MGM Resorts posted a net loss of $113.7m in Q4 2011, better than the $139.2m loss in Q4 2010, but a disappointment considering the improved performance at its 10 Las Vegas Strip properties, including the Bellagio, MGM Grand and CityCenter. Revenue per available room (revpar) rose from $98 to $111, and occupancy rates rose 3% despite a rise in the average daily room rate from $118 to $129. CEO Jim Murren credited the city’s revived convention business with leading MGM’s recovery, adding that the “other aspects of our business are catching up. Gaming is coming back in Las Vegas. Our table play is improving nationally and internationally. Our slot business has been really, very strong.”
Overall Q4 revenues were up 55% to $2.3b, but expenses rose even higher (57%). MGM China’s Macau operation saw net revenues rise to $719m from $570m, although that 26% bump was less than the Macau casino average of 33.4%. With increased competition from Sands Cotai Central’s launch in April, some analysts expect MGM Macau will continue to underperform the overall Macau market in 2012. Murren hopes Macau’s government eventually approves MGM’s application to build its own Cotai casino property, on which the company is prepared “to spend $2.5b because we think the markets are going to be there for us, and our brands work in China.” Better hope so: at year-end, MGM’s debt level stood at $13.6b.
Murren is confident that online poker will eventually contribute to MGM’s bottom line, even if he can’t say exactly when it will happen. Speaking to investors, Murren continued to back a federally regulated system, and helpfully suggested strategies for Congress to follow. “Several pieces of legislation need to be passed, and [online poker] could be associated with any one of those … I do believe it will be passed this year, but that’s my opinion.”

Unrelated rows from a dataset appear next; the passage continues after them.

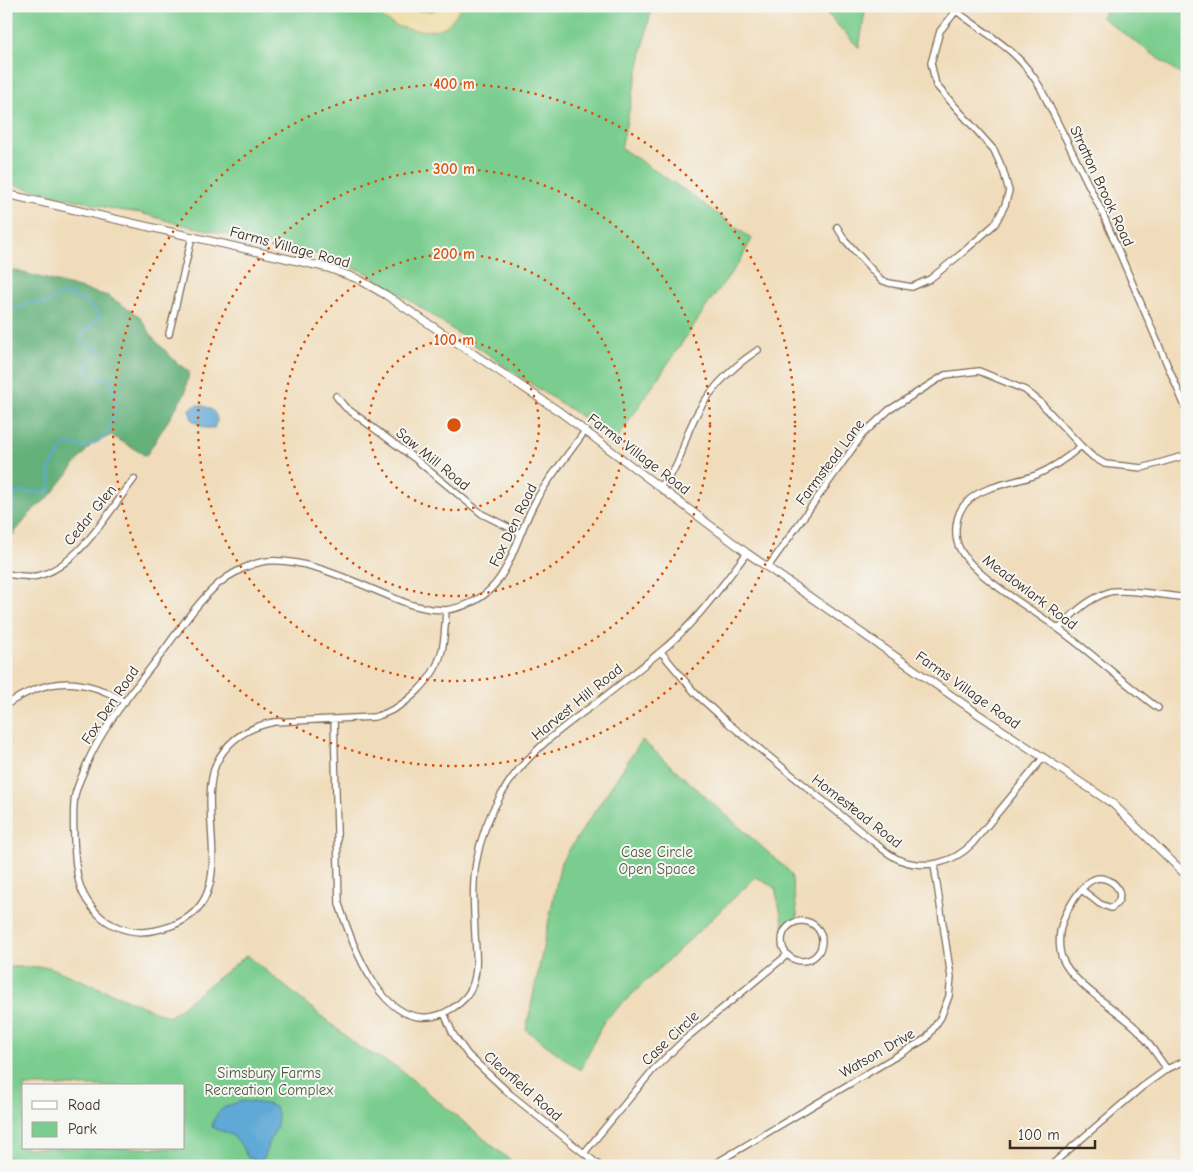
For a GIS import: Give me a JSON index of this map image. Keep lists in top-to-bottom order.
{
  "streets": {
    "main road": ["Farms Village Road"],
    "street": [
      "Stratton Brook Road",
      "Saw Mill Road",
      "Farmstead Lane",
      "Cedar Glen",
      "Fox Den Road",
      "Meadowlark Road",
      "Harvest Hill Road",
      "Homestead Road",
      "Case Circle",
      "Watson Drive",
      "Clearfield Road"
    ]
  },
  "crossings": [
    ["Farms Village Road", "Farmstead Lane"],
    ["Farms Village Road", "Fox Den Road"],
    ["Farms Village Road", "Harvest Hill Road"],
    ["Farms Village Road", "Homestead Road"],
    ["Saw Mill Road", "Fox Den Road"],
    ["Farmstead Lane", "Meadowlark Road"],
    ["Harvest Hill Road", "Homestead Road"],
    ["Harvest Hill Road", "Clearfield Road"],
    ["Homestead Road", "Watson Drive"],
    ["Case Circle", "Clearfield Road"]
  ],
  "parks": ["Case Circle Open Space", "Simsbury Farms Recreation Complex"],
  "legend": ["Road", "Park"],
  "scale_bar": "100 m",
  "rings": [
    "400 m",
    "300 m",
    "200 m",
    "100 m"
  ]
}
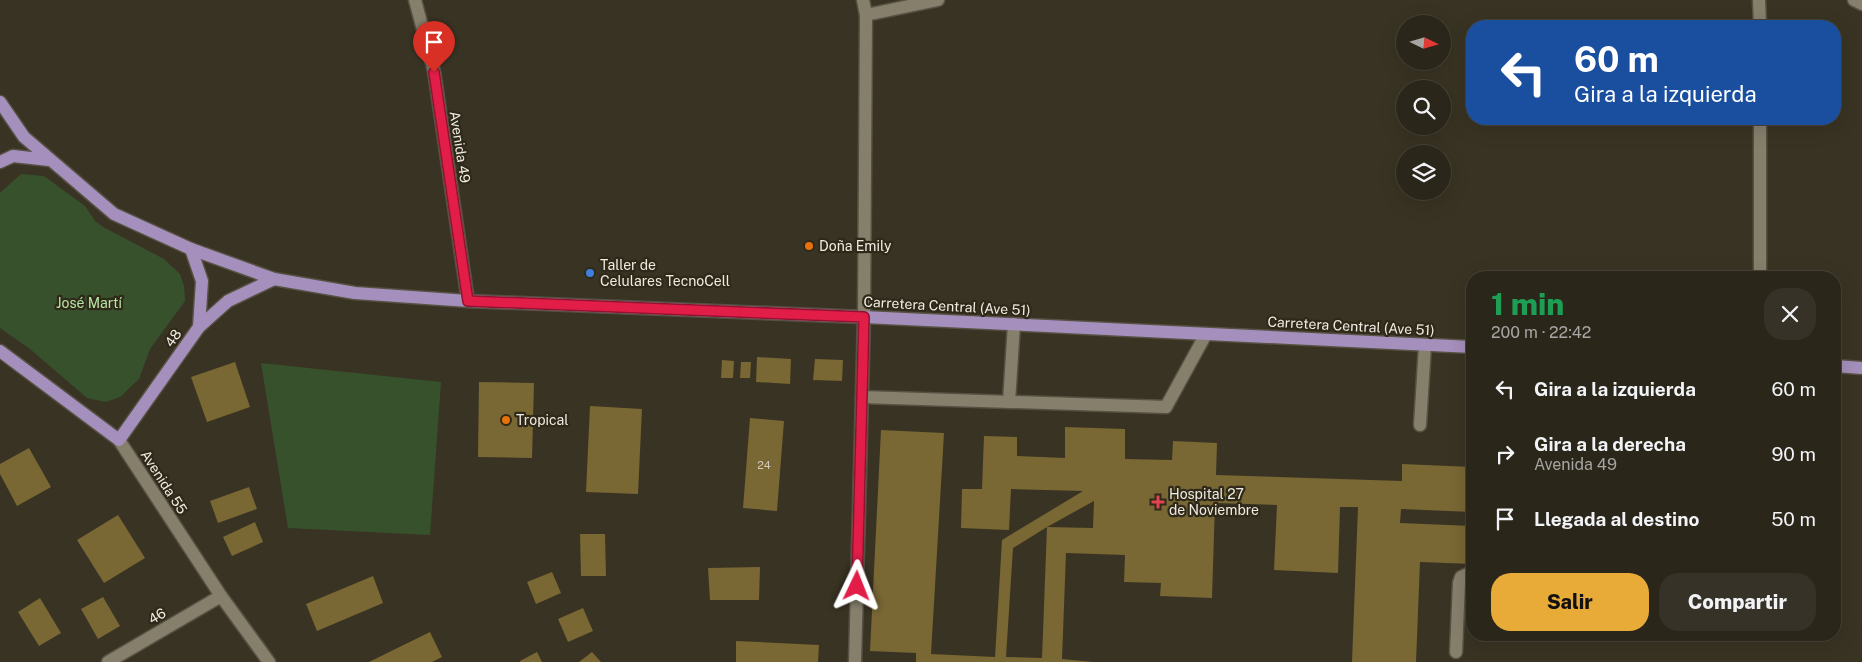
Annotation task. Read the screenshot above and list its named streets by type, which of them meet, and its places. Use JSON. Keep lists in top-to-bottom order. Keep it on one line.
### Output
{"streets":{"main road":["Carretera Central (Ave 51)","48","Avenida 55"],"street":["Avenida 49","46"]},"crossings":[["Avenida 49","Carretera Central (Ave 51)"],["Carretera Central (Ave 51)","48"],["48","Avenida 55"],["Avenida 55","46"]],"parks":["José Martí"],"places":{"other":["Doña Emily","Taller de Celulares TecnoCell","Tropical"],"health":["Hospital 27 de Noviembre"]},"house_numbers":["24"],"north":"right","page":{"turn":["60 m","Gira a la izquierda"],"heading":["1 min","200 m · 22:42"],"list":[{"name":"Gira a la izquierda","value":"60 m"},{"name":"Gira a la derecha","note":"Avenida 49","value":"90 m"},{"name":"Llegada al destino","value":"50 m"}],"buttons":["Salir","Compartir"]}}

That opinion isn’t quite in lockstep with Boyd Gaming CEO Keith Smith. (Boyd is MGM’s domestic partner in the online poker joint venture three-way with bwin.party.) In a call with investors following Boyd’s Q4 earnings report earlier this week, Smith described the prospects of federally regulated online poker as “a little further off than we had hoped … while we believe federal legislation is profitable, we will consider entering the market on a state-by-state basis if that’s how the issue plays out.” Murren was a little more certain about this fallback position. “We would certainly be involved with that. We’re prepared … We vastly prefer the federal option for any number of reasons: Uniformity of regulation, taxation, strengthening of crime prevention. But we can’t speak for the federal government.”
Murren also shed a little more light on its hush-hush plans to merge gaming with social media. Speaking to CNBC, Murren described the venture as “Farmville meets Las Vegas. I think this is the year where the gamers are going to start merging with the gaming industry, and you’re going to see ‘Farmville on the Strip.’” Wow… Zynga CEO Mark Pincus is often accused of ripping off other game designers, but the accusations are usually made by people other than Pincus. Points to Murren for his willingness to waive his fifth amendment rights on self-incrimination.